Data from Fáilte Irelands WAW visitor monitoring programme were used to evaluate the drivers of impact occurrence (IO) and impact severity (IS) using a set of explanatory variables (Table 2).

The distances of all visitor movements were used to determine the distribution of visitor distances travelled upon arrival at the site. The demographic information was used to create a ‘group identity’ resulting in 14 different group-types (Table 3).

The total number of activities (activity richness) and total number of impacts (impact richness) for each group observation were calculated. IS was modelled as a binomial proportion of the number of medium and high-level impacts relative to the number of low-level impacts. Higher values for IS indicate a high proportion of high-/medium-level impacts and lower values of IS are dominated by low-level impacts. The AII was calculated as the proportion of all activities that were moderate or high level. A ‘site-type’ factor categorized the site according to dominant features: beach, clifftop, hard infrastructure and heavily managed.

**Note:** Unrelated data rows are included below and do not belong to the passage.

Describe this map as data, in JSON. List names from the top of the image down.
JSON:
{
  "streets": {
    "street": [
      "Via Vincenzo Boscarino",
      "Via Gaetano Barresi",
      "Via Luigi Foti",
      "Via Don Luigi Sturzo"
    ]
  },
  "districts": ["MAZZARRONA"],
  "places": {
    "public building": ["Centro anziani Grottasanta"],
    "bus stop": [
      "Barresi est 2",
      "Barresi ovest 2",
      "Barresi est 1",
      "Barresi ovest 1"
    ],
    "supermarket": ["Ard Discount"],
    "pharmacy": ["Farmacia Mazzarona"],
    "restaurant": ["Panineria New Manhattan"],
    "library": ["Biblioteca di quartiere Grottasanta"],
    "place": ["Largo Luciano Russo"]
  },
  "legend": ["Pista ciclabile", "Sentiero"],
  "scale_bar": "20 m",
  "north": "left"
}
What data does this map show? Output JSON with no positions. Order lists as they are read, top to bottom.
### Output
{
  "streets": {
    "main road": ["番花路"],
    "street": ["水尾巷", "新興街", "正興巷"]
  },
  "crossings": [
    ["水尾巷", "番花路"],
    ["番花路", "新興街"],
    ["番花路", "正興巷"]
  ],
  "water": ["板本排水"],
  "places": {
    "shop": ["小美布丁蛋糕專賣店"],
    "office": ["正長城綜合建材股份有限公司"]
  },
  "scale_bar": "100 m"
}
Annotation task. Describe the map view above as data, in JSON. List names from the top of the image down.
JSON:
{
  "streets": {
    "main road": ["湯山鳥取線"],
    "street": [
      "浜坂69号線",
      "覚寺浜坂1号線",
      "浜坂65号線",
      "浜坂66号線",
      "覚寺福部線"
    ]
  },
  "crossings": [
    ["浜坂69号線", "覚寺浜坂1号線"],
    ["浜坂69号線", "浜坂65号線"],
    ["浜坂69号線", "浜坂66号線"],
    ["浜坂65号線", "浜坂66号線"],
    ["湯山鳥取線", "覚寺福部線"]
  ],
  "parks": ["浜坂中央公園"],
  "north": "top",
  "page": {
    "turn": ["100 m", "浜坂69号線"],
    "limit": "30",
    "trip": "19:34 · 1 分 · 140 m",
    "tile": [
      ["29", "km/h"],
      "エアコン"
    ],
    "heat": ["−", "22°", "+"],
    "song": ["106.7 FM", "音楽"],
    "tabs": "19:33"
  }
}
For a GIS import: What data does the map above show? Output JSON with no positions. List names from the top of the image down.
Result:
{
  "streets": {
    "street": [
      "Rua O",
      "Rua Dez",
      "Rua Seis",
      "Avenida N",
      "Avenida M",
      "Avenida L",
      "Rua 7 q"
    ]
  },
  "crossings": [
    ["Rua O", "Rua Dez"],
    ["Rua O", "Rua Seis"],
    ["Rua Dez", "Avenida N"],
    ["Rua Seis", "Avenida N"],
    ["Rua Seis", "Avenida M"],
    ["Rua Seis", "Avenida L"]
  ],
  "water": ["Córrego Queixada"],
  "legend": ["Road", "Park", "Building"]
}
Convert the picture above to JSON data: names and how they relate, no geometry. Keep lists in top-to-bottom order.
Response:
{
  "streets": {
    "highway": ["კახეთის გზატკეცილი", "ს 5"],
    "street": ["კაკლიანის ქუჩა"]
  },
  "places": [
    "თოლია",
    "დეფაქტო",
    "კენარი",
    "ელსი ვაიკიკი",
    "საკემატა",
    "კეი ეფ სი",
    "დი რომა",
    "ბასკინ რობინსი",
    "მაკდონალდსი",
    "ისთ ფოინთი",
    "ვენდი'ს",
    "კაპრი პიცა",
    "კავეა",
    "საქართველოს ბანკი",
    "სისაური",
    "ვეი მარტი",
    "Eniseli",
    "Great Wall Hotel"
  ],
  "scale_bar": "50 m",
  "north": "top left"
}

Five of the variables (indicated in Table 2 by a *) were standardized using the scale function. A two-step modelling approach was undertaken which focused on specific hypotheses: (1) What variables explain the occurrence of impacts (binary response, binomial errors); (2) if impacts occurred what factors explained the IS (proportion of impacts which were moderate or high, binomial errors). For all models, site was used as a random effect.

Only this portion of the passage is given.